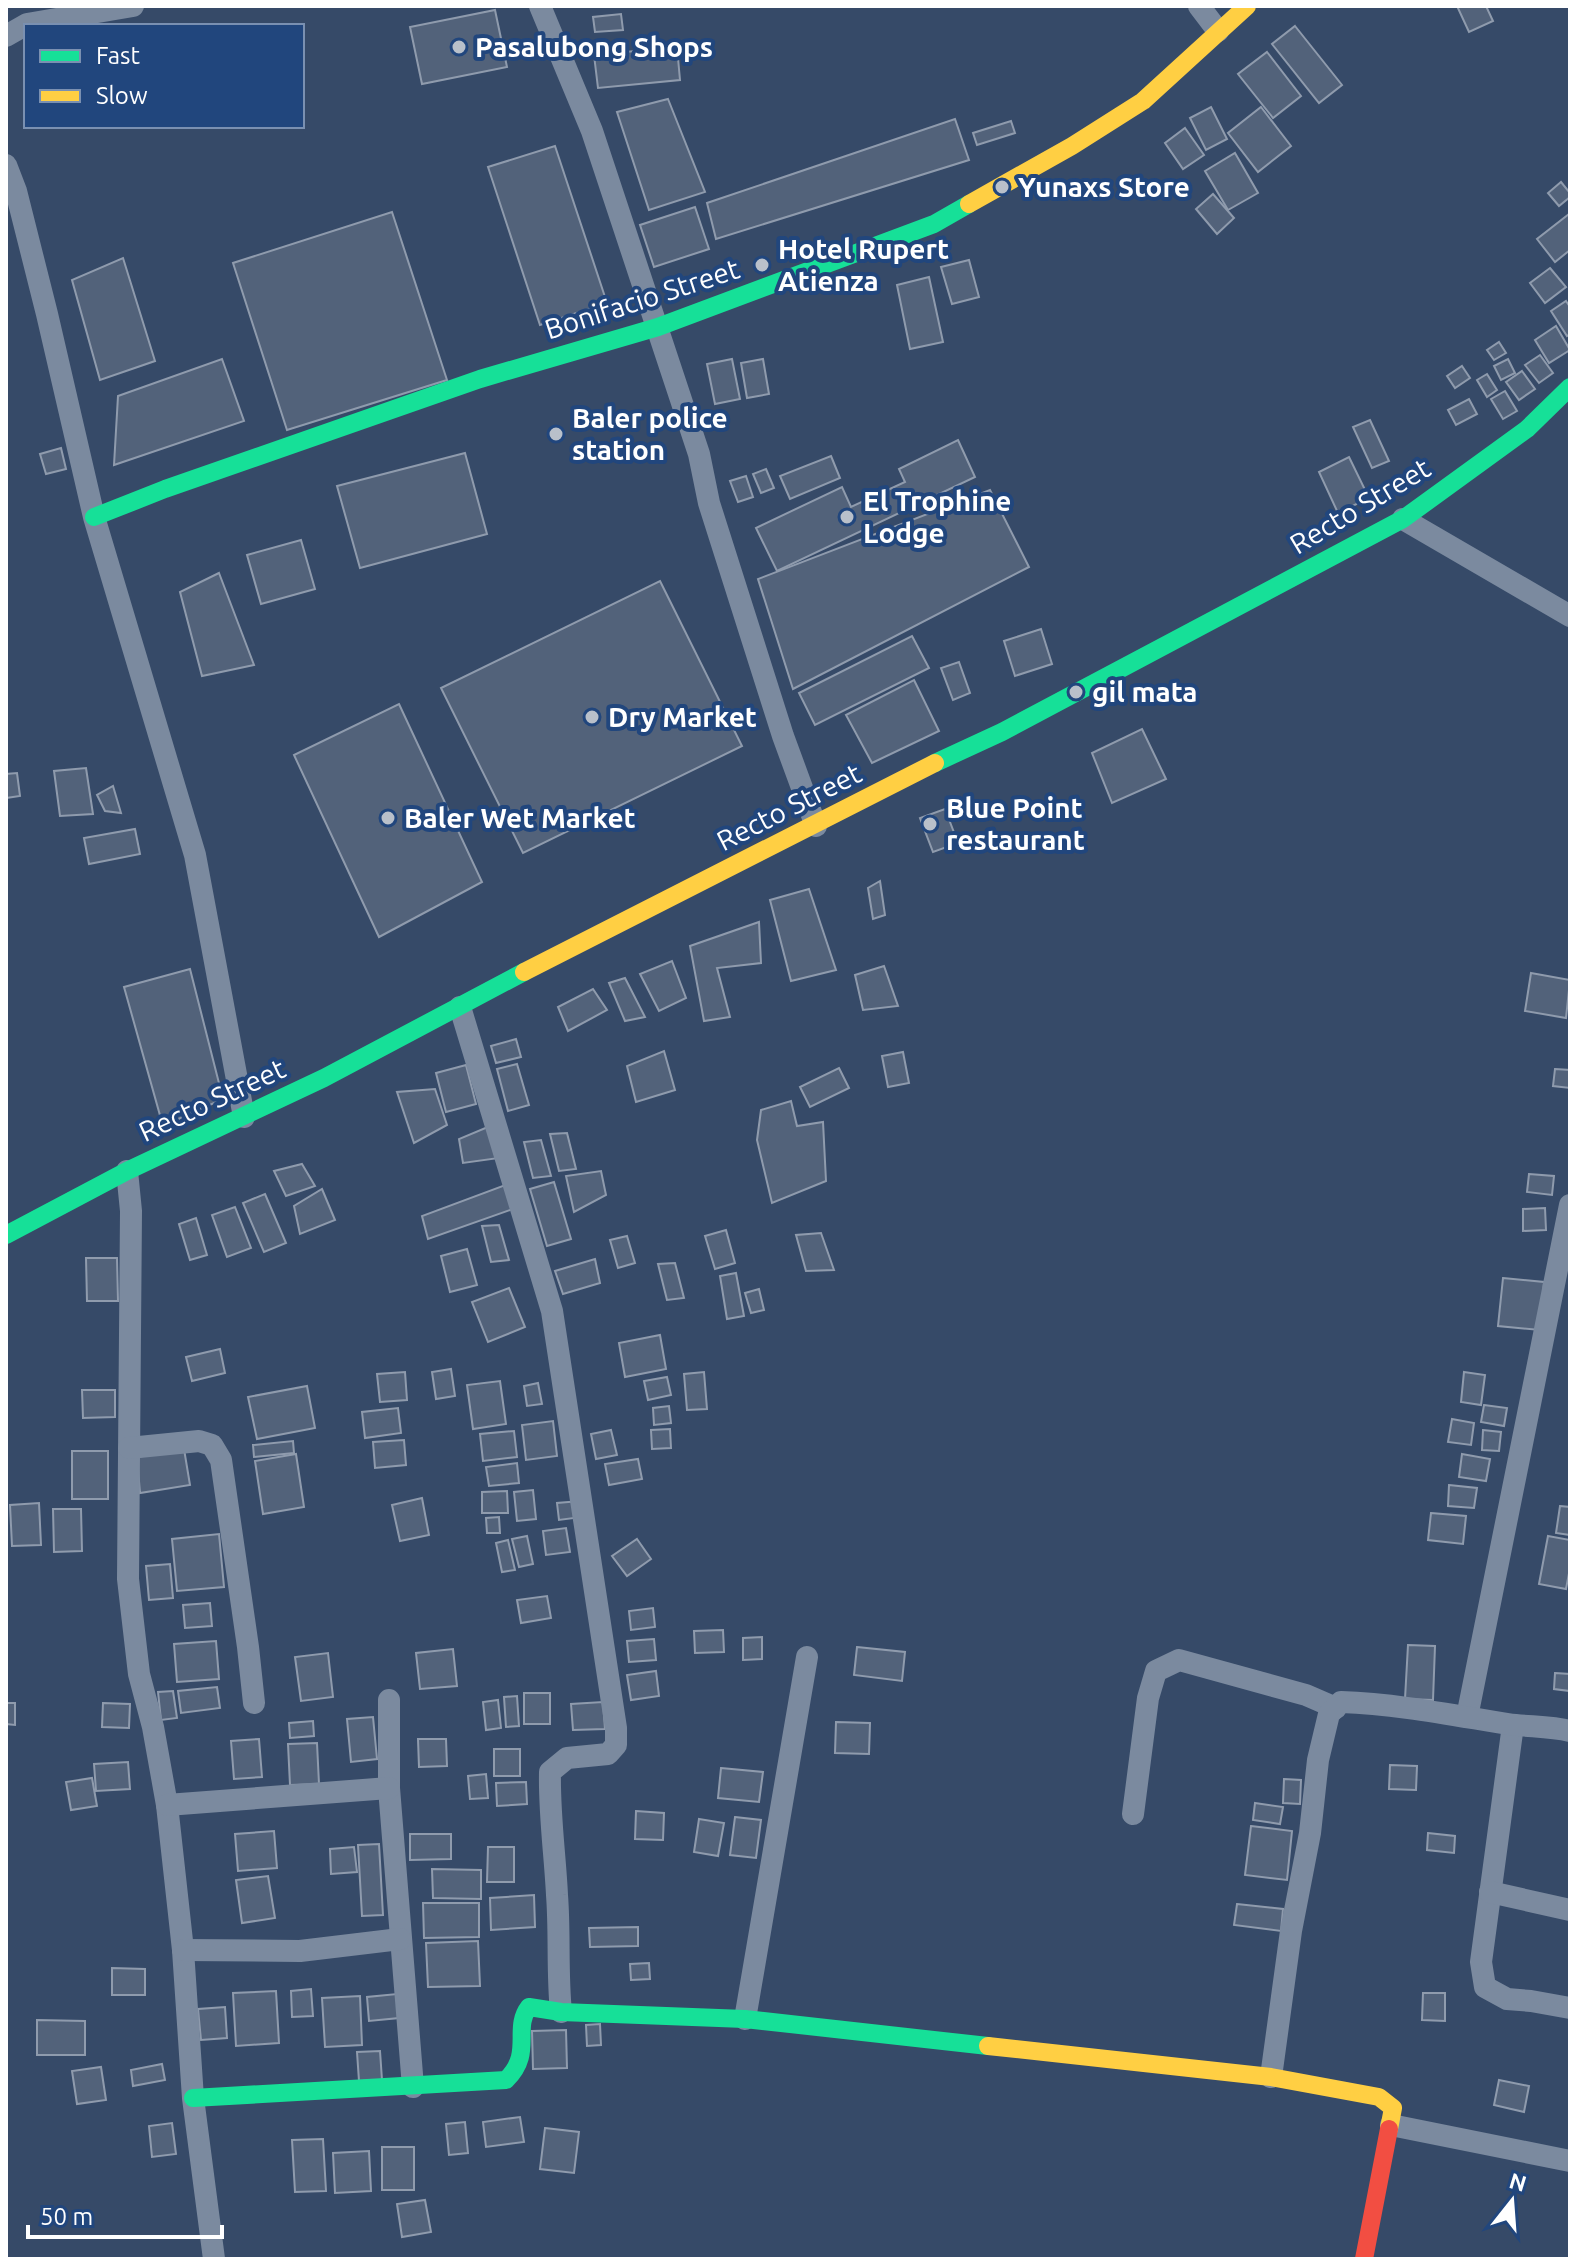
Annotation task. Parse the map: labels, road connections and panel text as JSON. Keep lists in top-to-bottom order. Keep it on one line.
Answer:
{"streets":{"street":["Bonifacio Street","Recto Street"]},"places":["Pasalubong Shops","Yunaxs Store","Hotel Rupert Atienza","Baler police station","El Trophine Lodge","gil mata","Dry Market","Baler Wet Market","Blue Point restaurant"],"legend":["Fast","Slow"],"scale_bar":"50 m","north":"top"}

#### [What to work on]
Output the data above in full. Skip every picture.

#### [Result below]
Annotation task. Parse the map: labels, road connections and panel text as JSON. Keep lists in top-to-bottom order. Keep it on one line.
Answer:
{"streets":{"street":["Bonifacio Street","Recto Street"]},"places":["Pasalubong Shops","Yunaxs Store","Hotel Rupert Atienza","Baler police station","El Trophine Lodge","gil mata","Dry Market","Baler Wet Market","Blue Point restaurant"],"legend":["Fast","Slow"],"scale_bar":"50 m","north":"top"}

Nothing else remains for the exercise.